Karşı sandalyede oturan ve sürekli bana sorular soran 9 yaşındaki kız çocuğu beni nasıl korkuttuğunu bilse, mutluluktan uçardı herhalde. Tamam ben de 9 yaşında süper sorular soran, cin gibi bir çocuktum ama bu devrin çocukları ile kendimi kıyaslamak mı? Yo yoo, ben bunu yapamam. Bu devrin çocukları karşısında saygıyla eğiliyorum. Internet, bilgisayar, cep telefonu, e-kitaplar, e-dergiler.. ile doğdular onlar. Teknoloji ve bilgi onların en yakın dostu. Her konu hakkında fikirleri ve bu fikirleri ifade etme yetenekleri var. Adını sorduğum küçük kız, cevap olarak bana bir soru sordu. Neyse soruyu bilemedim ve o cevabı pardon adını söyledi. Ardından ne mezunu olduğumu ve işimi.
-Hımm! Demek pazarlamacısın. Türkçen kaçtı okulda senin?
-10
-10 mu? 100 üzerinden mi?
-Hayır 10 üzerinden.
-Pazarlama ile okuldaki Türkçe notum arasında nasıl bir bağ kurdun peki?
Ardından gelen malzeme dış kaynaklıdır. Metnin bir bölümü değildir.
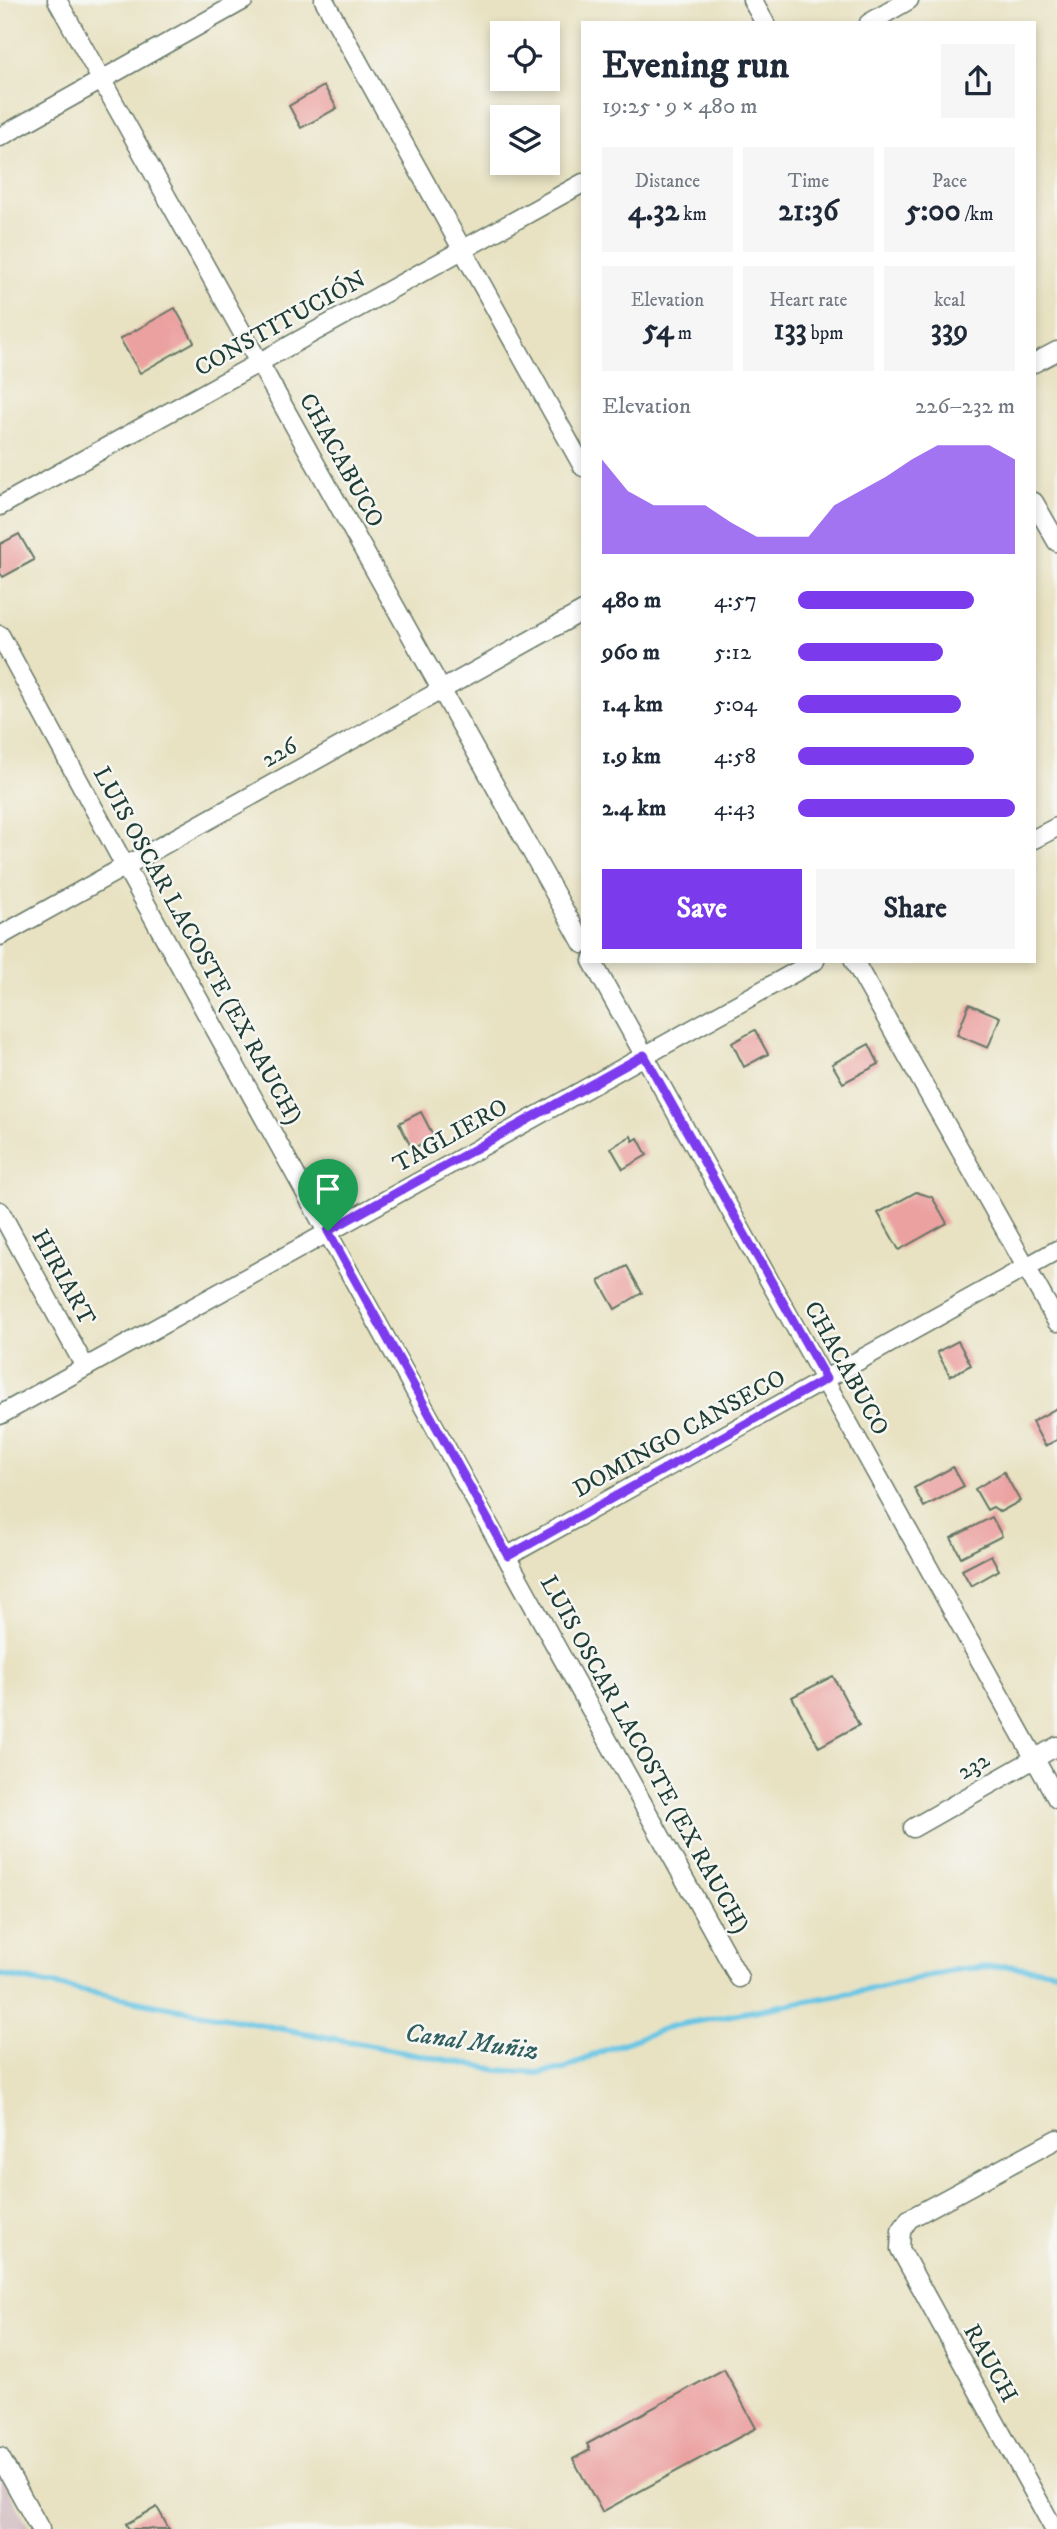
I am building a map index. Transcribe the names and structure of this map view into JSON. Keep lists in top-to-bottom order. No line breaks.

-Türkçen iyi değilse nasıl pazarlamacı olacaksın ki? Peki sen beden dilini nasıl kullanıyorsun?
-(Lanet olsun ya! Sana ne! desem, çocuk bu, cevap vereyim vermesine de ne diyeyim?)Sanırım beden dilim ile ilgili de pek bir sorunum yok.
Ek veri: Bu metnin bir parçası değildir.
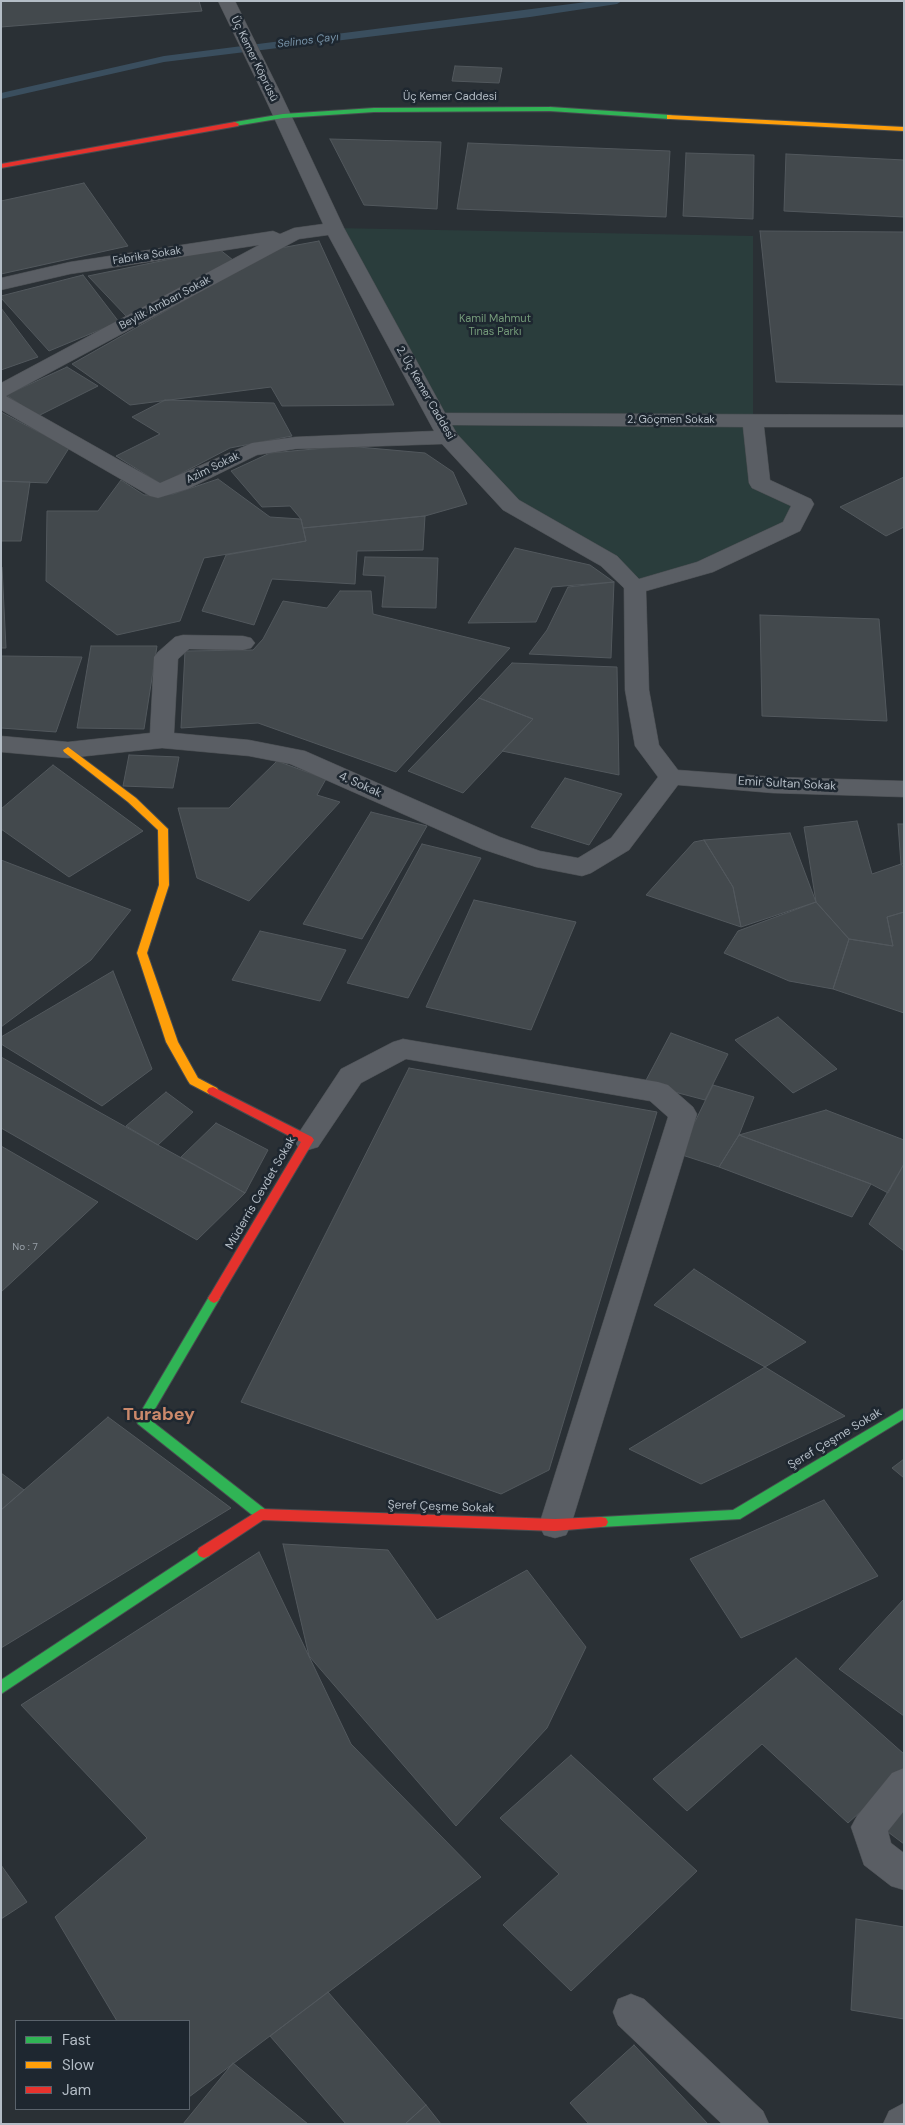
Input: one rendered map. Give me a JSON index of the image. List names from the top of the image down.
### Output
{
  "streets": {
    "street": [
      "Üç Kemer Köprüsü",
      "Üç Kemer Caddesi",
      "Fabrika Sokak",
      "Beylik Ambarı Sokak",
      "2. Üç Kemer Caddesi",
      "2. Göçmen Sokak",
      "Azim Sokak",
      "Emir Sultan Sokak",
      "4. Sokak",
      "Müderris Cevdet Sokak",
      "Şeref Çeşme Sokak"
    ]
  },
  "crossings": [
    ["Üç Kemer Köprüsü", "Üç Kemer Caddesi"],
    ["Üç Kemer Köprüsü", "2. Üç Kemer Caddesi"],
    ["Üç Kemer Caddesi", "2. Üç Kemer Caddesi"],
    ["Fabrika Sokak", "Beylik Ambarı Sokak"],
    ["Beylik Ambarı Sokak", "2. Üç Kemer Caddesi"],
    ["2. Üç Kemer Caddesi", "2. Göçmen Sokak"],
    ["2. Üç Kemer Caddesi", "Azim Sokak"],
    ["2. Göçmen Sokak", "Azim Sokak"],
    ["Emir Sultan Sokak", "4. Sokak"],
    ["4. Sokak", "Müderris Cevdet Sokak"],
    ["Müderris Cevdet Sokak", "Şeref Çeşme Sokak"]
  ],
  "districts": ["Turabey"],
  "water": ["Selinos Çayı"],
  "parks": ["Kamil Mahmut Tınas Parkı"],
  "house_numbers": ["No : 7"],
  "legend": ["Fast", "Slow", "Jam"]
}
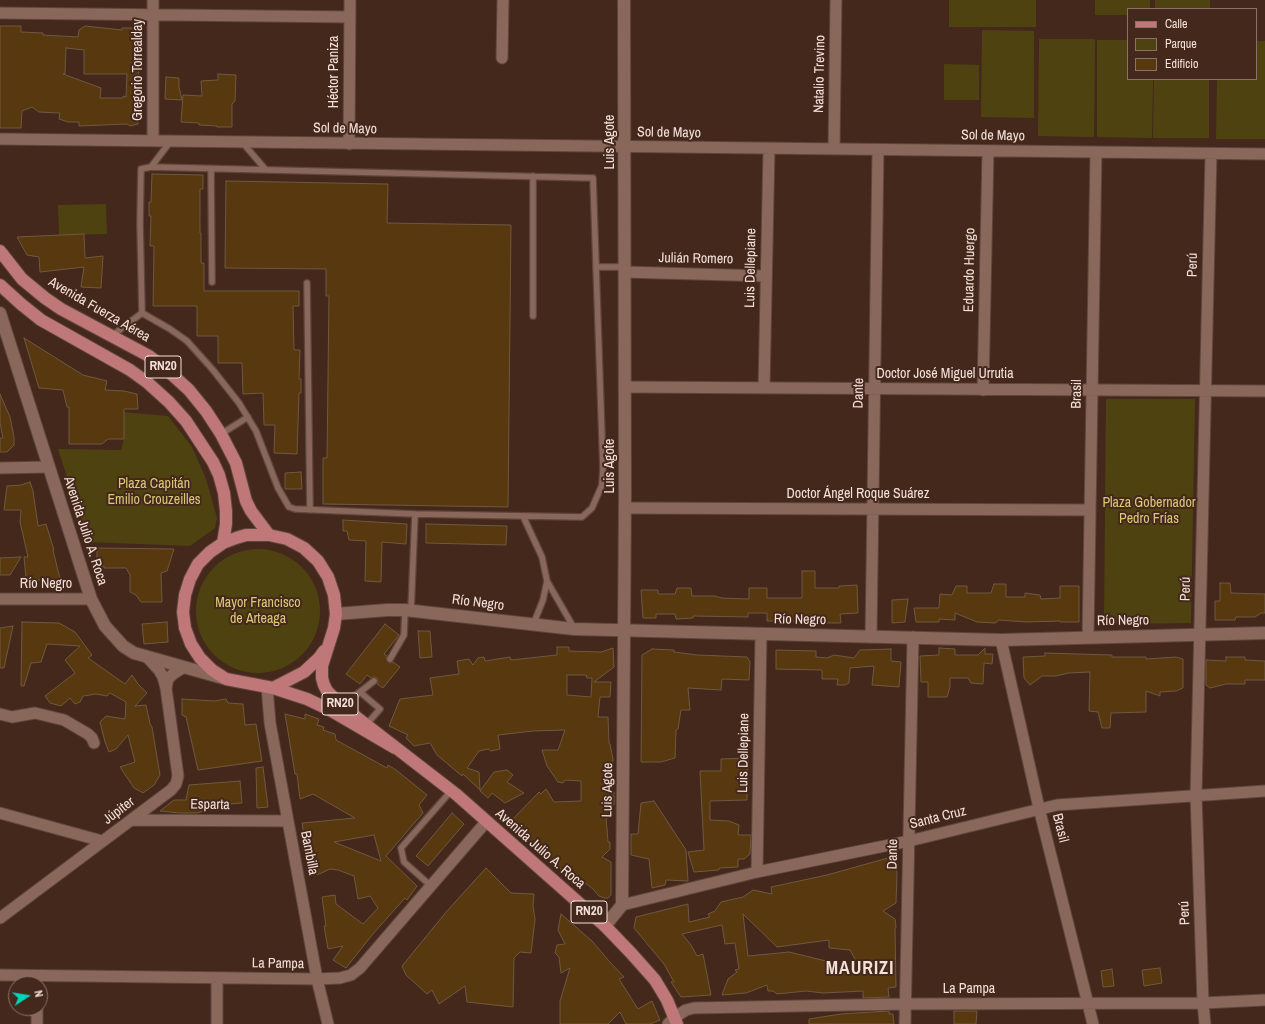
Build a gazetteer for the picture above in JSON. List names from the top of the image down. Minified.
{"streets":{"main road":["Luis Agote","Avenida Fuerza Aérea","RN20","Avenida Julio A. Roca","Río Negro"],"street":["Gregorio Torrealday","Héctor Paniza","Natalio Trevino","Sol de Mayo","Julián Romero","Perú","Luis Dellepiane","Eduardo Huergo","Doctor José Miguel Urrutia","Dante","Brasil","Doctor Ángel Roque Suárez","Esparta","Júpiter","Santa Cruz","Bambilla","La Pampa"]},"crossings":[["Gregorio Torrealday","Sol de Mayo"],["Héctor Paniza","Sol de Mayo"],["Natalio Trevino","Sol de Mayo"],["Sol de Mayo","Luis Agote"],["Sol de Mayo","Perú"],["Sol de Mayo","Luis Dellepiane"],["Sol de Mayo","Eduardo Huergo"],["Sol de Mayo","Dante"],["Sol de Mayo","Brasil"],["Luis Agote","Julián Romero"],["Luis Agote","Doctor José Miguel Urrutia"],["Luis Agote","Doctor Ángel Roque Suárez"],["Luis Agote","Río Negro"],["Luis Agote","Santa Cruz"],["Julián Romero","Luis Dellepiane"],["Perú","Doctor José Miguel Urrutia"],["Perú","Río Negro"],["Perú","Santa Cruz"],["Perú","La Pampa"],["Luis Dellepiane","Doctor José Miguel Urrutia"],["Luis Dellepiane","Río Negro"],["Luis Dellepiane","Santa Cruz"],["Eduardo Huergo","Doctor José Miguel Urrutia"],["Avenida Fuerza Aérea","Avenida Julio A. Roca"],["RN20","Avenida Julio A. Roca"],["Doctor José Miguel Urrutia","Dante"],["Doctor José Miguel Urrutia","Brasil"],["Dante","Doctor Ángel Roque Suárez"],["Dante","Río Negro"],["Dante","Santa Cruz"],["Dante","La Pampa"],["Brasil","Doctor Ángel Roque Suárez"],["Brasil","Río Negro"],["Brasil","Santa Cruz"],["Brasil","La Pampa"],["Avenida Julio A. Roca","Río Negro"],["Avenida Julio A. Roca","Júpiter"],["Avenida Julio A. Roca","Bambilla"],["Avenida Julio A. Roca","La Pampa"],["Esparta","Júpiter"],["Esparta","Bambilla"],["Bambilla","La Pampa"]],"districts":["MAURIZI"],"parks":["Plaza Capitán Emilio Crouzeilles","Plaza Gobernador Pedro Frías","Mayor Francisco de Arteaga"],"legend":["Calle","Parque","Edificio"],"north":"right"}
-Peki bakalım matematiğin nasılmış? 5 birlik 6 onluk 7 yüzlük kaç eder? 5 saniyen var.
-Anlamadım!?!
-O hooo, ben bu soruyu 5 saniyede biliyorum.
-Peki imtihan bitti mi bayan pazarlamacı ölçer hanımefendi? (Ben bizim bloggerları da sana getirsem iyi olacak. Not verirsin artık.)
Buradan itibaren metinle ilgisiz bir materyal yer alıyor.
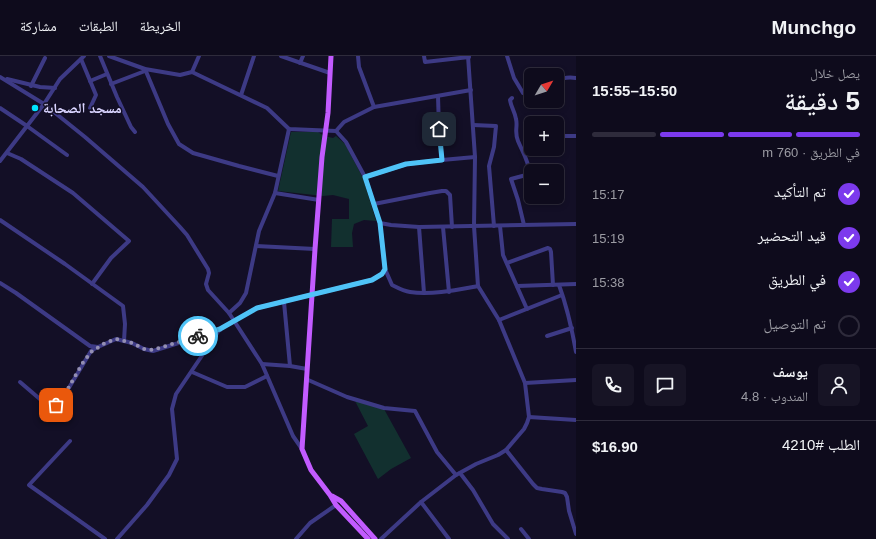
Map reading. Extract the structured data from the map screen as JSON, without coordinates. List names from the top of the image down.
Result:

9 yaşımda iken pazarlamacı olduğunu söyleyen birine bunları sormazdım gibime geliyor. Daha nahif, daha çocuk sorularla dalardım muhabbete. Ama onlar başka. Hem de bambaşka. Kocaman insanlar bile pazarlamayı anlamazken, küçük bir kız çocuğu işi çözmüş görünüyor. Bu nedenle onların dünyasının egemen olacağı günlere doğru yürürken, korkmuyor değilim. Pazarlama nasıl olacak bir düşünsenize?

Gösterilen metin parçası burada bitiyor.